What is the easiest way to implement a "passthrough" to let a device bypass the header requirement of an API which we both own?
For starters, I don't have any prior knowledge of implementing security/authentication on backends and frontends because of various reasons. So please forgive my ignorance.
So I implemented JWT token authentication on my Golang API where logging in an account gives a token that is needed for the header of any succeeding API calls. Now, we'll have a device that needs to pass some data to the server through the API and I wanted to know if there's a way for that device to bypass the login part, because it would be autonomous, and still be secure in some way. Another problem I have is that the guy who'll mainly write the Arduino code is not that versed in programming, the guy is even afraid of looking at a not pretty printed json, so I'd like the solution to be as simple as possible for his side.

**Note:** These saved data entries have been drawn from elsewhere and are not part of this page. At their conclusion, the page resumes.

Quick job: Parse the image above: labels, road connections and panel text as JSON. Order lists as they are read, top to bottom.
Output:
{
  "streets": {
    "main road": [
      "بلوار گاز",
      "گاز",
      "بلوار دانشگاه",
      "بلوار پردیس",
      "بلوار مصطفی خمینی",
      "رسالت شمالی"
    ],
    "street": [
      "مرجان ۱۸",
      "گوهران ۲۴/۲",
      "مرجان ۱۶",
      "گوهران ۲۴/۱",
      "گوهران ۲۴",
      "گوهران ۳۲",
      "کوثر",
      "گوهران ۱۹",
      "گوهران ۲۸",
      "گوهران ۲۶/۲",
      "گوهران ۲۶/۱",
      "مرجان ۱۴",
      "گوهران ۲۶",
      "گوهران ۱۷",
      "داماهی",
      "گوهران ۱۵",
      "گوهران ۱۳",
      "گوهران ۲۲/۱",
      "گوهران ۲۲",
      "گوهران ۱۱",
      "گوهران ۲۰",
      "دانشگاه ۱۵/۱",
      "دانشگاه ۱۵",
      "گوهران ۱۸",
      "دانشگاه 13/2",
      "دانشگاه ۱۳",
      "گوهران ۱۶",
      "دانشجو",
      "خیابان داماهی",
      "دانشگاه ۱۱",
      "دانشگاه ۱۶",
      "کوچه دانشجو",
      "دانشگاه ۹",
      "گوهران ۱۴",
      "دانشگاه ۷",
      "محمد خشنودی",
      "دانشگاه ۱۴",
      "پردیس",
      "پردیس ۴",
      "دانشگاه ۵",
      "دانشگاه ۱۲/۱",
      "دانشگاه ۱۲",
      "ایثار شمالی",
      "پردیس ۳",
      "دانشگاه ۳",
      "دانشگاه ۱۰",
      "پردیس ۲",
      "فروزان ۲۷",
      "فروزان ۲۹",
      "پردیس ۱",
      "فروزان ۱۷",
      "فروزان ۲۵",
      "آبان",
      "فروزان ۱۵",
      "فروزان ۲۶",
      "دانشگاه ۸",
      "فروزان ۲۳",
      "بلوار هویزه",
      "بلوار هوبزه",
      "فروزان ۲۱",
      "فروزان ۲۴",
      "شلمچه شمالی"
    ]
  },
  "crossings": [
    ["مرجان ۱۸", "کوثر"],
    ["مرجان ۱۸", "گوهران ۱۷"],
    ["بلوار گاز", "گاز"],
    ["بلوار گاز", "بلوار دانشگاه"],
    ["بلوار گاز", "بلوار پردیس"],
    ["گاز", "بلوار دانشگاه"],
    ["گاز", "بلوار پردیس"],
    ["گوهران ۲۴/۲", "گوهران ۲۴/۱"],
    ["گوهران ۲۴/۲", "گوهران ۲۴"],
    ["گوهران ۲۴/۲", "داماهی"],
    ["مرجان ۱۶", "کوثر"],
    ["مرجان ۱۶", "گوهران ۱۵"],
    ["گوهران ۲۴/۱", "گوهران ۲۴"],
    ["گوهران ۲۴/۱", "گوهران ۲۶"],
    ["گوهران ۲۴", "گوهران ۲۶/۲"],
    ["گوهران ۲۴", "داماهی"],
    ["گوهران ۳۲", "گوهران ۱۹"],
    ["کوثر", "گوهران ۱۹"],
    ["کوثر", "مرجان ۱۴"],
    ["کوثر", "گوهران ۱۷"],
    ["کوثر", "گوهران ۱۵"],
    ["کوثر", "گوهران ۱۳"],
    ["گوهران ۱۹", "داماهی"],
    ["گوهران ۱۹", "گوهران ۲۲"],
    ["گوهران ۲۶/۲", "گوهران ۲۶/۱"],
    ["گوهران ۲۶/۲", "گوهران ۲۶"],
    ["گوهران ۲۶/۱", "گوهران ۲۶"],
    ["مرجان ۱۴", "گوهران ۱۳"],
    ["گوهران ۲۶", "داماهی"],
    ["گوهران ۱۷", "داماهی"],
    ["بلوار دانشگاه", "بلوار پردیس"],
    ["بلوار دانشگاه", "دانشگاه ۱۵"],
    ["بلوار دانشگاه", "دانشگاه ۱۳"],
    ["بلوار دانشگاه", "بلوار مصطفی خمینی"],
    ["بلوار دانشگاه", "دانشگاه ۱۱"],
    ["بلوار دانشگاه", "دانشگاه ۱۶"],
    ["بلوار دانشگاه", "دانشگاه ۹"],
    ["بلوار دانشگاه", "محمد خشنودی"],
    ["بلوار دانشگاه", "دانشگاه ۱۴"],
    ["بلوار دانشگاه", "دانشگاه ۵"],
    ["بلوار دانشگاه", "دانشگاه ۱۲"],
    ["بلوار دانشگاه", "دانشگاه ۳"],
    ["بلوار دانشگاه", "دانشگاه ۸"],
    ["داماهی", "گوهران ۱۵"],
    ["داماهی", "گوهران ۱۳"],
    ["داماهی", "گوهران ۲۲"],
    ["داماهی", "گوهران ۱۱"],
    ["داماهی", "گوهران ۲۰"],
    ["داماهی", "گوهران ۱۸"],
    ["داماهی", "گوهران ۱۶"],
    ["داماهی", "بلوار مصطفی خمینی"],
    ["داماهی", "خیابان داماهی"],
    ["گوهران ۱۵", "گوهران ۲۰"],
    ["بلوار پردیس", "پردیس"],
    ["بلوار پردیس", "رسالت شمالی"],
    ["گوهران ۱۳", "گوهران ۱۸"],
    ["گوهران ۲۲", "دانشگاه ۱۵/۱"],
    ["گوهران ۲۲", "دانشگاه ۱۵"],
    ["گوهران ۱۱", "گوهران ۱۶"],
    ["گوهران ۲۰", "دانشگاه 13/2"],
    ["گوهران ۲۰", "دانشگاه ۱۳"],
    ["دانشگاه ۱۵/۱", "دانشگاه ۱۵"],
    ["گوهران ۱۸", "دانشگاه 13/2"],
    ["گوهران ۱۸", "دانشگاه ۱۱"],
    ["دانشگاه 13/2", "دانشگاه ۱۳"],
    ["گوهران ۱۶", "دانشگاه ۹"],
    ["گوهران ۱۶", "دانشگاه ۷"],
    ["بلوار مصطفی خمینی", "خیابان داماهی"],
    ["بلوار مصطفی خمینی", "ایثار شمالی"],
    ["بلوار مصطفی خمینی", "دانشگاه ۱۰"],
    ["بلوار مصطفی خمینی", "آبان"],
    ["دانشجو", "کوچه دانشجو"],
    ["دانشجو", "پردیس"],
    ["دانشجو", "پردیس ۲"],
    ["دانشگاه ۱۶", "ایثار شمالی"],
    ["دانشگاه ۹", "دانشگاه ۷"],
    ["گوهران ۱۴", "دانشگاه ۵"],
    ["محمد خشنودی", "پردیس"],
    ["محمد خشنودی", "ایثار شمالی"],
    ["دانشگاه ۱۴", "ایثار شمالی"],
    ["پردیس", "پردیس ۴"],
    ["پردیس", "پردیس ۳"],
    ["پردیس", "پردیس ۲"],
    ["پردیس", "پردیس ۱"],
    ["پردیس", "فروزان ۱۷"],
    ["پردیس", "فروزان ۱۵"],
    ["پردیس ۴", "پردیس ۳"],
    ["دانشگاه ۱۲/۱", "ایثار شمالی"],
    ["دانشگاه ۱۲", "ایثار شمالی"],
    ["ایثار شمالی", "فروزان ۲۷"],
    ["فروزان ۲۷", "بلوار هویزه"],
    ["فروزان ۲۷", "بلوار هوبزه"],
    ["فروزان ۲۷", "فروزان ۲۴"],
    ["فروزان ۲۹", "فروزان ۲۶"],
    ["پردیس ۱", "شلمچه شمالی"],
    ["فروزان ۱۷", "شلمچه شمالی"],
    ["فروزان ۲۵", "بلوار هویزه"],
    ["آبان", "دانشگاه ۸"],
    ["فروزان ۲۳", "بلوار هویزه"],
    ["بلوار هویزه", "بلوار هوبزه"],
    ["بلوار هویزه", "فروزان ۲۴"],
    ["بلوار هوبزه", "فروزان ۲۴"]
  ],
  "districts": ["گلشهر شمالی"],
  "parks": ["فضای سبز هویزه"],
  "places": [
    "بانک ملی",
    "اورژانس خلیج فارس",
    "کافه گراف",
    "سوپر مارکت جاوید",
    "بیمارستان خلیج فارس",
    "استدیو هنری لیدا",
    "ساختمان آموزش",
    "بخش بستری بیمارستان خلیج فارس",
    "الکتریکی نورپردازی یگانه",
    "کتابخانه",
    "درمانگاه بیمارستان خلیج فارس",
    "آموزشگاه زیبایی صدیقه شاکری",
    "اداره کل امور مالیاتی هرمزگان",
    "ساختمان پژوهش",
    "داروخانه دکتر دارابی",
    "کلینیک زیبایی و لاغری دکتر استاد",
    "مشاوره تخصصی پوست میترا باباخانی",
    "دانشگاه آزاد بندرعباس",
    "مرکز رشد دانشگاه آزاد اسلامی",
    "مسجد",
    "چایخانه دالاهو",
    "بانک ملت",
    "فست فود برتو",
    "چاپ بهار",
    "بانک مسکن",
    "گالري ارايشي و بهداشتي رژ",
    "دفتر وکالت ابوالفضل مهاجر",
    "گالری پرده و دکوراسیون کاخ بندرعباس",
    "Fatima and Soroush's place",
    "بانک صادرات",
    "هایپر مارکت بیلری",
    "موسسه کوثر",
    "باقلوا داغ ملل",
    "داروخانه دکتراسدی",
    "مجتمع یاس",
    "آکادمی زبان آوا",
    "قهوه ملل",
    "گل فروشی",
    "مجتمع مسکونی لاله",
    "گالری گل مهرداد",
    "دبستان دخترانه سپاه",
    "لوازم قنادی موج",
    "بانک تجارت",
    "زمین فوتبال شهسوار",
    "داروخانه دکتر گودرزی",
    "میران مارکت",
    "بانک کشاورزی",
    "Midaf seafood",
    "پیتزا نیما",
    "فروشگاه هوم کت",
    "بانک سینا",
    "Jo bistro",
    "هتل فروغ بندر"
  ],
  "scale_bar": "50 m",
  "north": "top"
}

I asked our "smart friend" for suggestions, because I absolutely have no idea what is a good way to do what I wanted, and it suggested something the backend and the Arduino exchanging certificates, which honestly scared me, but I think is quite complex. Then I thought of making the Arduino pass a custom header that would grant it a power to bypass the token checking. And I told the "friend" about that and it seems to be usable, but I need to go https first(which is a question for another day). Is it advisable?
UPDATE: Basically, the device would just post stuff, nothing else. Because it's meant to collect data and pass those data to the server. It doesn't get data from the server. And the server, device, app would only be using a local network, no cloud server involved at the moment and on production as well.